Problems with eating and nutrition are common among patients with inflammatory bowel disease (IBD) and other gastrointestinal disorders, but clinicians who treat them should be careful not to automatically assume that patients have eating disorders, according to a psychologist who specializes in the psychological and social aspects of chronic digestive diseases.
On the other hand, clinicians must also be aware of the possibility that patients could have a recently identified syndrome cluster called avoidant restrictive food intake disorder (ARFID), said Tiffany Taft, PsyD, a research associate professor of medicine (gastroenterology and hepatology), medical social sciences, and psychiatry and behavioral sciences at Northwestern University, Chicago. In a recent, she and her colleagues defined ARFID as “failure to meet one’s nutritional needs owing to sensory hypersensitivity, lack of interest in eating, or fear of aversive consequences from eating, and is associated with negative medical and psychosocial outcomes.”
ARFID “is a hot topic that we really don’t understand,” she said in an online presentation at the annual Crohn’s & Colitis Congress®, a partnership of the Crohn’s & Colitis Foundation and the American Gastroenterological Association.
Nutritional deficiencies are common among patients with IBD, “and nutritional deficiencies themselves can lead to symptoms or side effects that can cause people to eat less,” she said.
“As our vitamin B12 goes down, our cognitive functioning starts to decline, and we might not be making clear decisions in how we’re deciding what to eat, when to eat, if we should be eating at all – just something to think about in your patients who have nutritional deficiencies,” she told the audience.
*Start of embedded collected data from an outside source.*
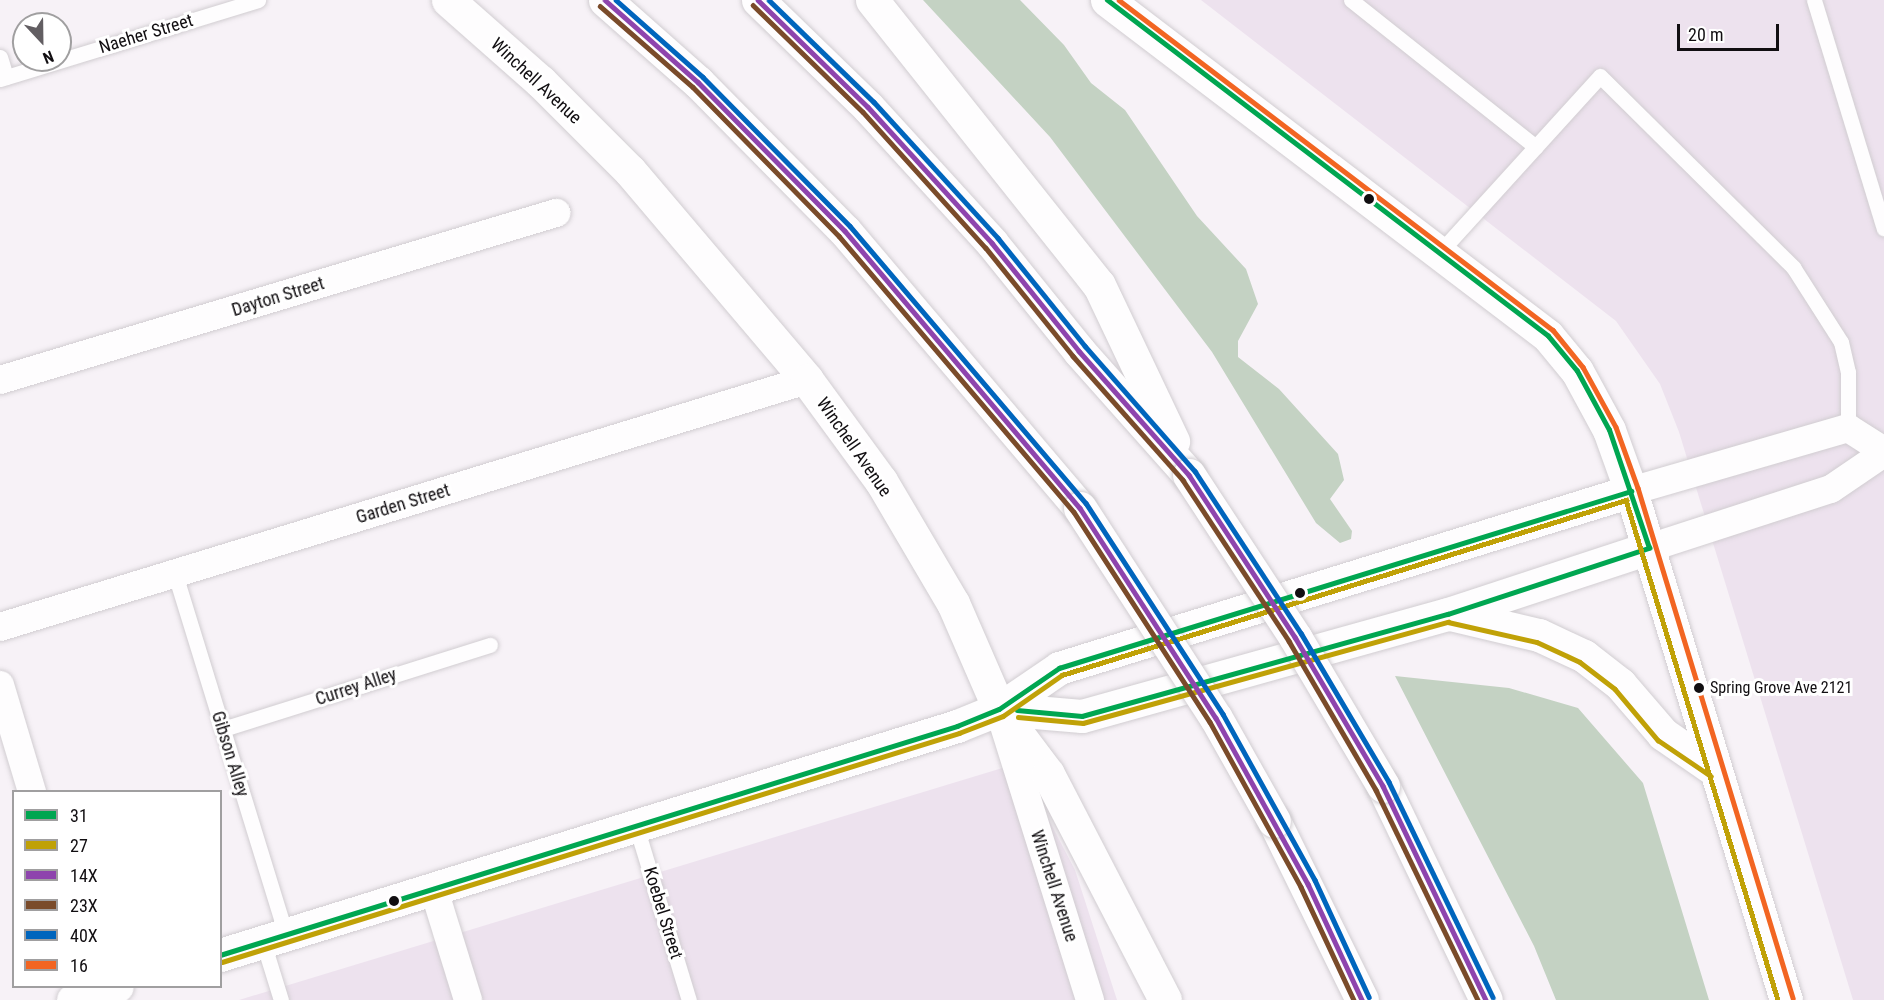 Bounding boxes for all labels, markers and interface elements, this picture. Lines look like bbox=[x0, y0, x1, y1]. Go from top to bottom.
street label: Naeher Street bbox=[96, 9, 196, 59]
north arrow bbox=[12, 12, 72, 72]
scale bar bbox=[1680, 12, 1782, 50]
text: 20 m bbox=[1688, 24, 1723, 45]
street label: Winchell Avenue bbox=[486, 33, 586, 129]
text: N bbox=[40, 47, 56, 68]
unlabelled marker bbox=[1363, 193, 1375, 205]
street label: Dayton Street bbox=[229, 273, 327, 321]
street label: Winchell Avenue bbox=[812, 393, 896, 501]
street label: Garden Street bbox=[353, 479, 453, 529]
unlabelled marker bbox=[1294, 587, 1306, 599]
street label: Currey Alley bbox=[313, 664, 399, 710]
place label: Spring Grove Ave 2121 bbox=[1710, 678, 1852, 698]
marker: Spring Grove Ave 2121 bbox=[1693, 682, 1705, 694]
street label: Gibson Alley bbox=[207, 709, 253, 799]
legend bbox=[12, 790, 222, 988]
text: 31 bbox=[70, 805, 88, 826]
street label: Winchell Avenue bbox=[1026, 827, 1082, 945]
text: 27 bbox=[70, 835, 88, 856]
text: 14X bbox=[70, 865, 98, 886]
street label: Koebel Street bbox=[639, 865, 687, 961]
text: 23X bbox=[70, 895, 98, 916]
unlabelled marker bbox=[388, 895, 400, 907]
text: 40X bbox=[70, 925, 98, 946]
text: 16 bbox=[70, 955, 88, 976]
Other common nutritional deficiencies that can affect eating and food choice among patients with IBD include low folate (B9) levels associated with sore tongue and weight loss, low iron levels leading to nausea and loss of appetite, and zinc deficiency leading to loss of appetite and alterations in taste and/or smell, she said.
Newly recognized in GI
She noted that “ARFID actually originates in the pediatric psychiatric literature, mostly in children with sensory issues [such as] autism spectrum disorder, so this is not a construct that started in digestive disease, but has been adapted and applied to patients with digestive disease, including IBD.”
The DSM-5 lists four criteria for ARFID: significant weight loss, significant nutritional deficiency, dependence on enteral nutrition or oral supplements, and marked interference with psychosocial functions.
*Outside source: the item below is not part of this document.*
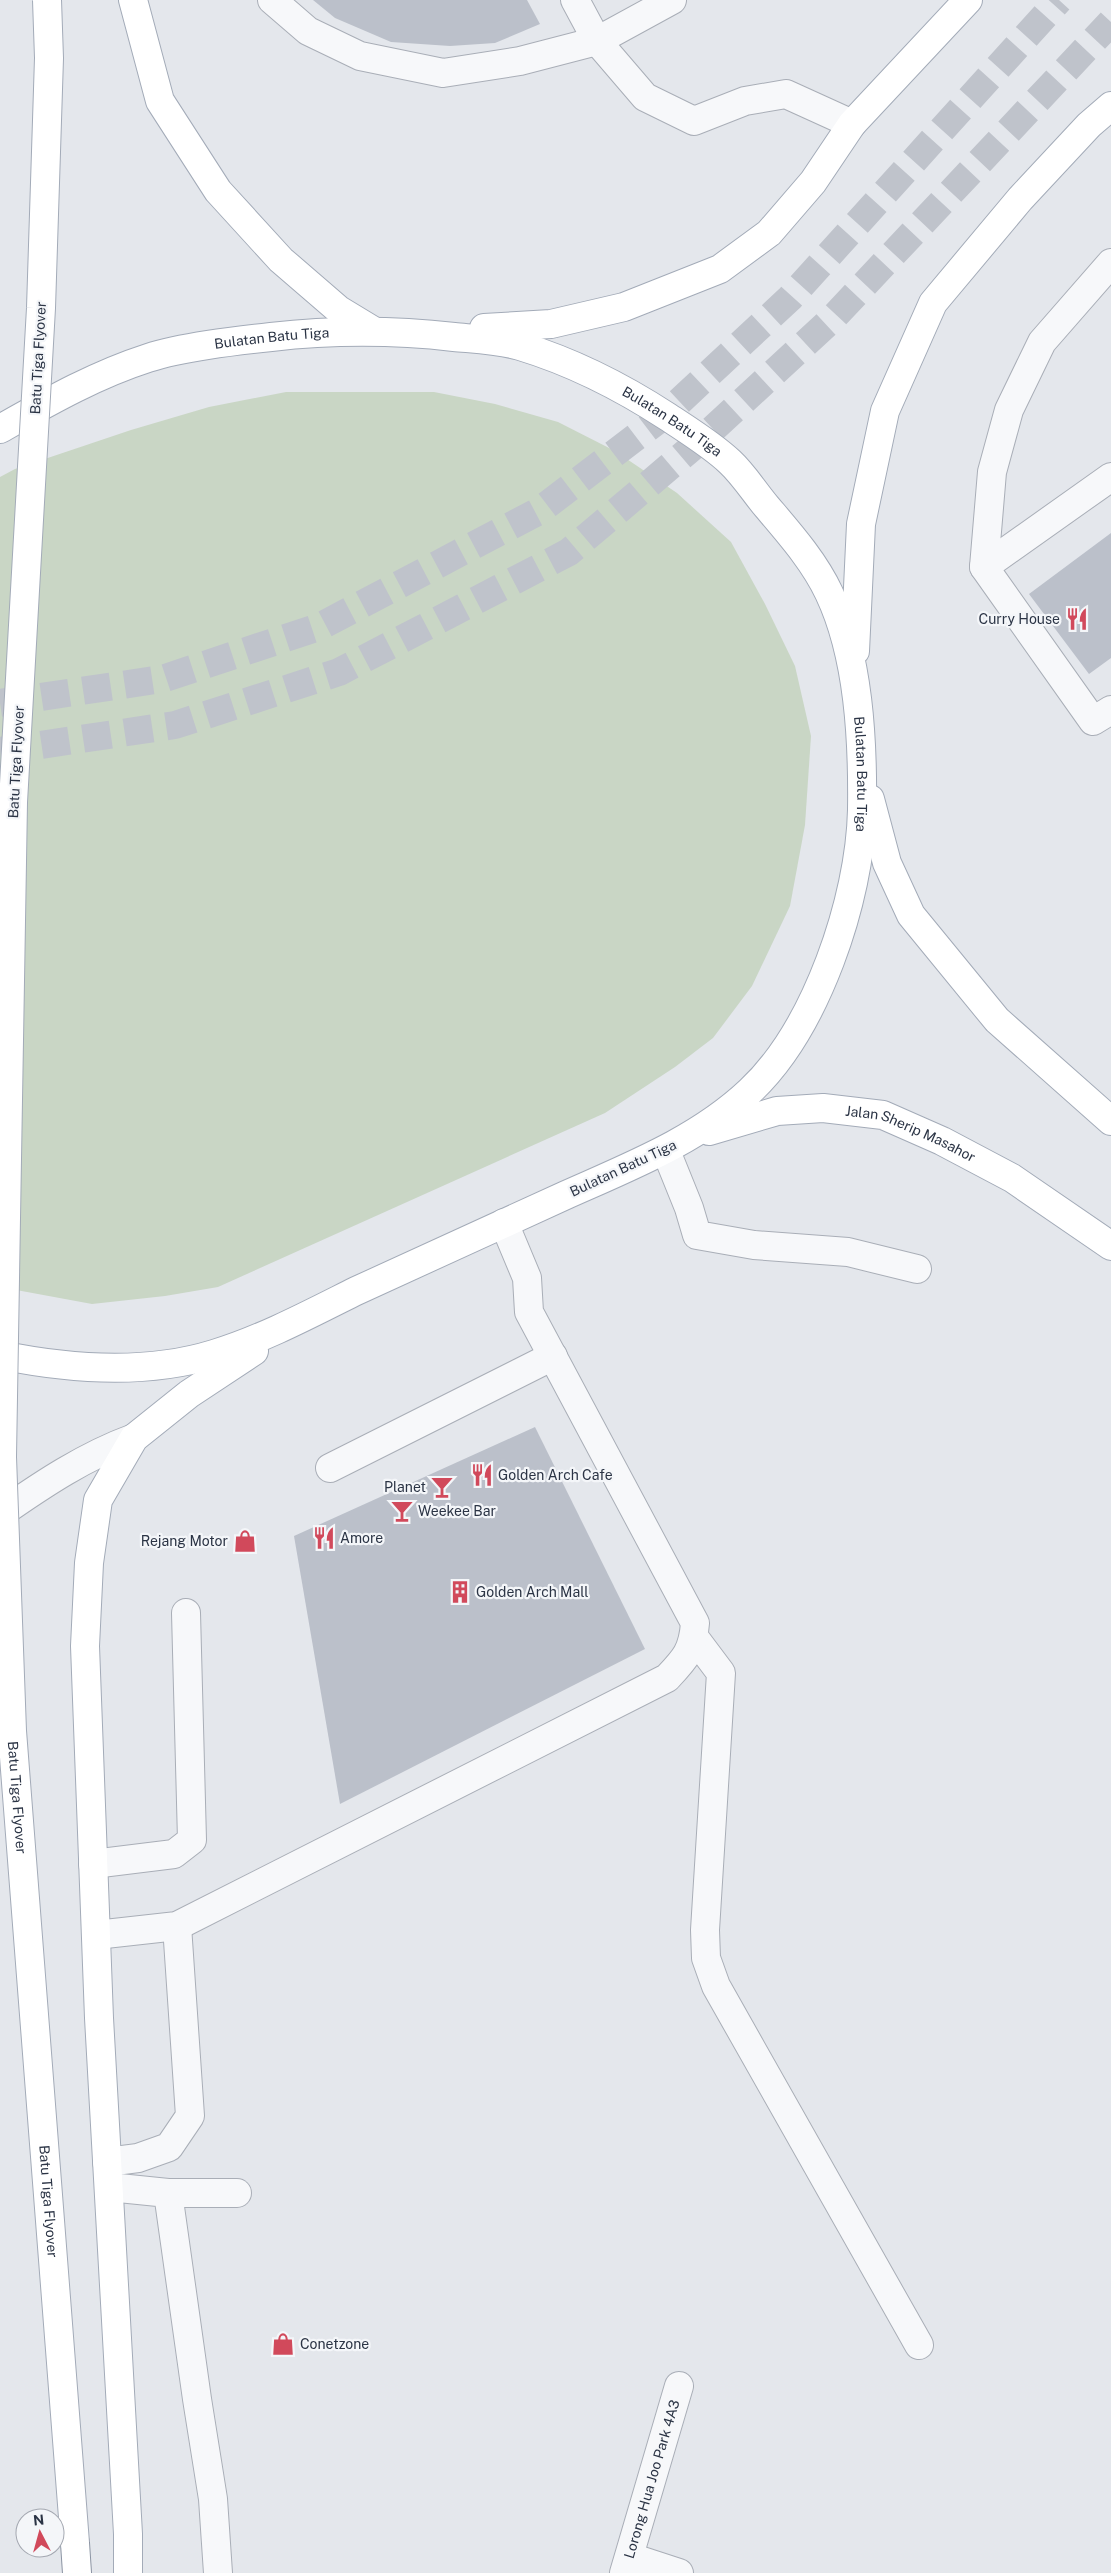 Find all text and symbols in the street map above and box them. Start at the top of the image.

Helen Burton Murray, PhD, director of the gastrointestinal behavioral health program in the Center for Neurointestinal Health at Massachusetts General Hospital, Boston, who is familiar with Dr. Taft’s work, said in an interview that inclusion of ARFID in DSM-5 has put a name to a syndrome or symptom cluster that in all likelihood already existed.
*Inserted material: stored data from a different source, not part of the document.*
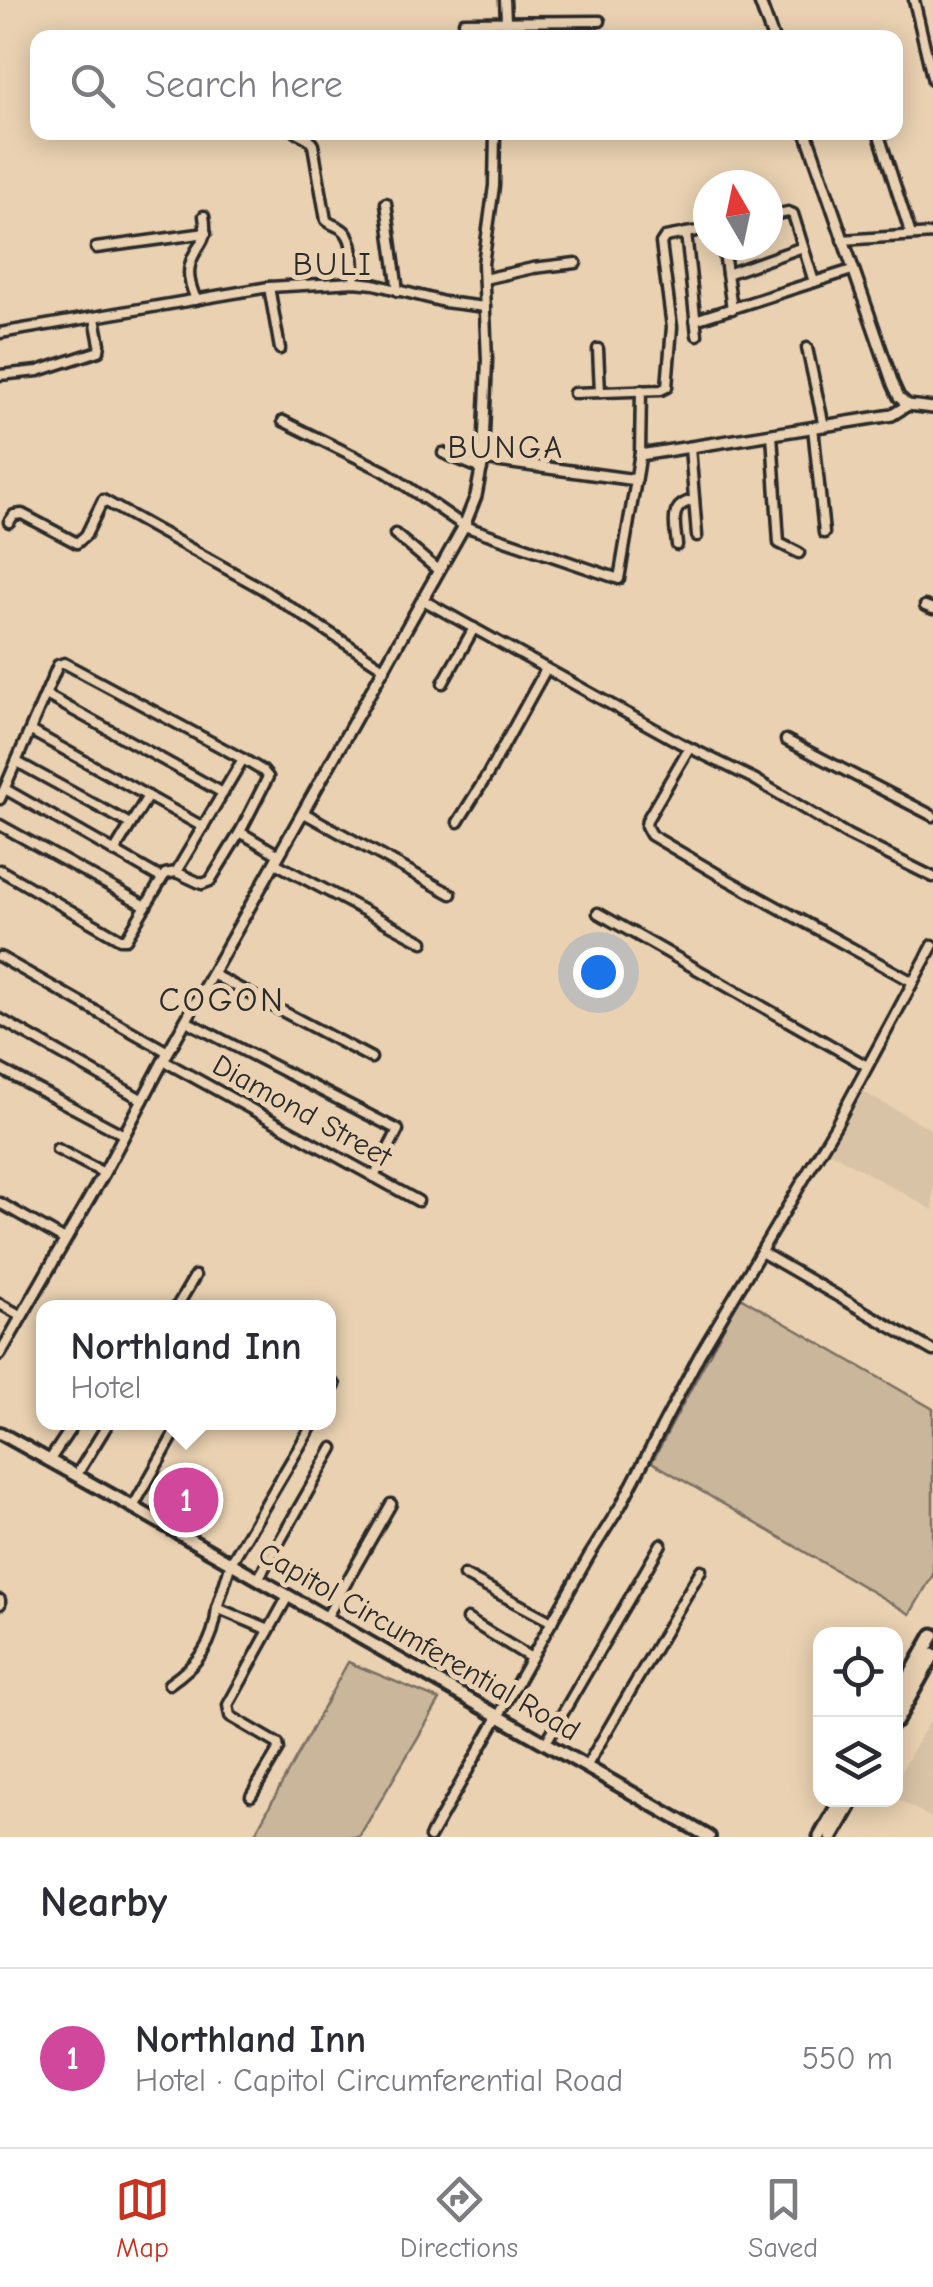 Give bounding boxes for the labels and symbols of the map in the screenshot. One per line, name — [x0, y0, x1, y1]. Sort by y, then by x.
north arrow — [693, 170, 783, 260]
district label: BULI — [293, 246, 373, 283]
district label: BUNGA — [447, 429, 565, 466]
your location — [573, 947, 624, 998]
district label: COGON — [158, 979, 286, 1020]
street label: Diamond Street — [206, 1047, 399, 1175]
pin: 1 — [154, 1462, 218, 1538]
street label: Capitol Circumferential Road — [252, 1535, 586, 1749]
However, “the jury is still out about whether, if we do diagnose patients who have digestive diseases with ARFID, that then helps them get to a treatment that improves their relationship with food and improves nutritional issues that may have occurred as a result of a restricted food intake,” she said.
“We don’t know yet if the diagnosis will actually improve things. In our clinical practice, anecdotally, it has, both for patients with IBDs and for patients with other GI conditions, particularly GI functional motility disorders. We’re a little bit more confident about making the diagnosis of ARFID in GI functional motility disorders than we are in IBD of course,” she said.